Comparing Architecture Designs
Successful applications hosted at AWS have some semblance of high availability and/or fault tolerance in the underlying design. As you prepare for the AWS Certified Solutions Architect - Associate (SAA-C02) exam, you need to understand these concepts conceptually in conjunction with the services that can provide a higher level of redundancy and availability. After all, if an application is designed to be highly available, it will have a higher level of redundancy; therefore, regardless of the potential failures that may happen from time to time, your application will continue to function at a working level without massive, unexpected downtime.
The same is true with a fault-tolerant design: If your application has tolerance for any operating issues such as latency, speed, and durability, your application design will be able to overcome most of these issues most of the time. The reality is that nothing is perfect, of course, but you can ensure high availability and fault tolerance for hosted applications by properly designing the application.

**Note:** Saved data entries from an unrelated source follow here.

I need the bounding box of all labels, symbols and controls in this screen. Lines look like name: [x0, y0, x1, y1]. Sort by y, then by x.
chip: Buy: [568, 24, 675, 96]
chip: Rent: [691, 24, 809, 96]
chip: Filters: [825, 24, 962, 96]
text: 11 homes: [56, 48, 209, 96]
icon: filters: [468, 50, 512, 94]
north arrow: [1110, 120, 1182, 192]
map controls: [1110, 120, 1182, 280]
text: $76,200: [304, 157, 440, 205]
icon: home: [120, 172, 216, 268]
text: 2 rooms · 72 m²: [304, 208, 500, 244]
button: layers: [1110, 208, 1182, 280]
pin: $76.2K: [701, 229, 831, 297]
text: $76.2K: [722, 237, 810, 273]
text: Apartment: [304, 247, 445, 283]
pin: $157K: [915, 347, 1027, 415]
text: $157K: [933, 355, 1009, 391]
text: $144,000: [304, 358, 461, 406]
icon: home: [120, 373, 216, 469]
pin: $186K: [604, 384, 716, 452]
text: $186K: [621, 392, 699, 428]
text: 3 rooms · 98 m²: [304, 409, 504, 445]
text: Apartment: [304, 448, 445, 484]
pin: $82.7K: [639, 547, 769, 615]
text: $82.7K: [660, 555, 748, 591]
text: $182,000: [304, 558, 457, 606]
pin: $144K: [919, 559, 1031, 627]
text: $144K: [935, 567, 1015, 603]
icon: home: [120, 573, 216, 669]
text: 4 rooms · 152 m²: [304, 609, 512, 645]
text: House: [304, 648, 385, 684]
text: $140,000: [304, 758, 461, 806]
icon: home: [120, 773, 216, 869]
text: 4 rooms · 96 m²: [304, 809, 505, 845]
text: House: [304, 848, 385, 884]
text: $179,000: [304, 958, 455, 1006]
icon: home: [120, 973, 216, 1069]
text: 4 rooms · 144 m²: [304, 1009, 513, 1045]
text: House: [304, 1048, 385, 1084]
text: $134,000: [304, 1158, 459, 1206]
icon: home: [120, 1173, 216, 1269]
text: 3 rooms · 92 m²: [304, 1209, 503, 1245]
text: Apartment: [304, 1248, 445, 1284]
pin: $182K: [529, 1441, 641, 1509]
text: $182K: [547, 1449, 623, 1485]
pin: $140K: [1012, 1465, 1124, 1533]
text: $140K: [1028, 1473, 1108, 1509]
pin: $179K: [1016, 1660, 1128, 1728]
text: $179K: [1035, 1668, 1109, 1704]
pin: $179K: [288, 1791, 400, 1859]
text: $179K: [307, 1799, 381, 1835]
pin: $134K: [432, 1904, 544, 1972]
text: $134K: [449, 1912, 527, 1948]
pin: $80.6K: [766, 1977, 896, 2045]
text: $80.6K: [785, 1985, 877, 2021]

Designing for High Availability
Imagine that your initial foray into the AWS cloud involves hosting an application on a single large EC2 instance. This would be the simplest approach in terms of architecture, but there will eventually be issues with availability, such as the instance failing or needing to be taken down for maintenance. There are also design issues related to application state and data records stored on the same local instance.
As a first step, you could split the application into a web tier and a database tier with separate instances to provide some hardware redundancy; this improves availability because the two systems are unlikely to fail at the same time. If the mandate for this application is that it should be down for no more than 44 hours in any given 12-month period, this equates to 99.5% uptime. Say that tests show that the web server actually has 90% availability, and the database server has 95% reliability, as shown in Figure 3-1. Considering that the hardware, operating system, database engine, and network connectivity all have the same availability level, this design results in a total availability of 85.5%.
FIGURE 3-1 Availability Calculation for a Simple Hosted Application
This amount of uptime and availability obviously needs to be increased to meet the availability mandate. Adding an additional web server to the design increases the overall availability to 94.5%, as shown in Figure 3-2.
FIGURE 3-2 Increasing Application Availability by Adding Compute
The design now has some additional fault tolerance for the web tier so that one server can fail, but the application will still be available. However, you also need to increase the database tier availability because, after all, it’s where the important data is stored. Adding to the existing database infrastructure by adding two replica database servers in addition to adding a third web server to the web server tier results in both tiers achieving a total availability figure of 99.8% and achieving the SLA goal, as shown in Figure 3-3.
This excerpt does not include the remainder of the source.